El Che y nosotros



Lucas Carrasco-. El Che Guevara es, por suerte, lo que Laclau, resucitando a Lacan, llamaba "un significante vacío" para una "cadena equivalencial de demandas". El Che y nosotros es el Che y la Semiótica.

Es curioso, casi nadie, ni por izquierda ni por derecha, defiende lo hecho por el Che Guevara. A lo sumo, le otorgan un papel más destacado que el de Fidel Castro y otros guerrilleros en la única que le salió bien, que fue la Revolución Cubana, donde dirigió un pelotón al final ya del combate y en la agonía de la dictadura de Somoza. Después, ya se sabe, su poca pericia diplomática, recubierta de un moralismo dudoso y sinuoso (tanto en Perú como Argentina y posteriormente Bolivia, los Partidos Comunistas lo rechazaron, lo cual suena lógico si estaba enfrentado a la Unión Soviética, a la que respondían esos partidos), los fracasos militares y los escritos políticos delirantes. Con una prosa hermosa y con tonos de barroco. Barroco y barricada, un manjar para la Semiótica si viene acompañado de una muerte joven y heroica.

Nosotros, los que fuimos guevaristas en los noventa, no teníamos la más puta idea de lo profundo de los errores de Ernesto Guevara. Ni lo considerábamos un hombre de su época: sencillamente, su homofobia, su abandono de los hijos y matrimonios, nos parecían o bien inventos de la CIA o contradicciones menores frente al tamaño moral de su talla. Y leíamos, en clave gramsciana, los disparates sobre los estímulos morales versus los estímulos materiales (algo, por cierto, totalmente antimarxista pero que servía para justificar los fracasos concretos de la monarquía cubana) . Teníamos buenas intenciones y nuestras tendencias hormonales hacia la violencia no pasaban de la clásica violencia de la izquierda marginal argentina, más verbal que otra cosa. No más que correr por la policía y pelearnos a palazos con otros grupos de izquierda marginal como nosotros por cosas tan ridículas como un lugar en el palco de los congresos de la FUA, donde no pinchábamos ni cortábamos.

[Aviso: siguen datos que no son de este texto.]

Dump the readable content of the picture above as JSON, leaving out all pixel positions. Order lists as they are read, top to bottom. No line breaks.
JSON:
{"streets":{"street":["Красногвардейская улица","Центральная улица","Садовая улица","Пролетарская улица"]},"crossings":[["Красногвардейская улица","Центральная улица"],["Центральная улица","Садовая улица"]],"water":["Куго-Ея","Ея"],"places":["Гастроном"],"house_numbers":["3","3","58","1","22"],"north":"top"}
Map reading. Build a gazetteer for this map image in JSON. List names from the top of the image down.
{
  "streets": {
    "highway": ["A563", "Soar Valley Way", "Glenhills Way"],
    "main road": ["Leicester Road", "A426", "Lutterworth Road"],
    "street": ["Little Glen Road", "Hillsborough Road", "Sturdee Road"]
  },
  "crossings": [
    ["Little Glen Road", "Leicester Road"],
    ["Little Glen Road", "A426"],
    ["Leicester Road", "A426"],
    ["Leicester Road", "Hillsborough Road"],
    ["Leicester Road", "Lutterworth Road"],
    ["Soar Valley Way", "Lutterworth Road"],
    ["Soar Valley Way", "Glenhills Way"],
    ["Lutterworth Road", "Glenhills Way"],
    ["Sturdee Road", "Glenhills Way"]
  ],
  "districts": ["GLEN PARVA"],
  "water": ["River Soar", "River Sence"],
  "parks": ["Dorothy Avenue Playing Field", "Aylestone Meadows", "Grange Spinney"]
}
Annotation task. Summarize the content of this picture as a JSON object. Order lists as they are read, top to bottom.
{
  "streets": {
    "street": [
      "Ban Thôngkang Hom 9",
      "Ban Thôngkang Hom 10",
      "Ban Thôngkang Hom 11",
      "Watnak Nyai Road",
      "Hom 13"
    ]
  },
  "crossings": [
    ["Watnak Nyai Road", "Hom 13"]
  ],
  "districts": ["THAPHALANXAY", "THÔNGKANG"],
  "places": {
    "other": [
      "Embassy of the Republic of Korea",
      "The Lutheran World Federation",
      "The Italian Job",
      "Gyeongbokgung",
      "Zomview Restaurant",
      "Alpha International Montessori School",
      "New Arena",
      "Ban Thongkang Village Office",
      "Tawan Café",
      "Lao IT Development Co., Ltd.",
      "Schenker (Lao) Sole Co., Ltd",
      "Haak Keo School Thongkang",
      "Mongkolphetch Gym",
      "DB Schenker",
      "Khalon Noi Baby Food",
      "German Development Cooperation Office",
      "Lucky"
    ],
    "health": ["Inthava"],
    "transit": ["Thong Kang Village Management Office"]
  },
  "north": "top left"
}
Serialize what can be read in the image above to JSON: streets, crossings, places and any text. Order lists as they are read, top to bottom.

Creo que aquellos valores que rescatábamos y, en parte, inventábamos en el Che Guevara, fueron positivos. Han traspasado el tiempo, se han ido sofisticando pero siguen siendo valores generosos, sensibles, en cierto modo románticos, en el sentido cursi del término. Y ante el cinismo imperante por el posmmodernismo, nos sirvió de refugio tribal de esa ola imparable que venía con el neoliberalismo.

Sin dudas, entre el Che y nosotros hay una distancia abismal. Tanto en su acepción negativa como en su acepción positiva, pero un de las cosas a rescatar es que el Che nos enseñó, vaya paradoja, a amar la vida. Por encima de los avatares de las épocas. Que pasan. Dejan su huella. Y se van.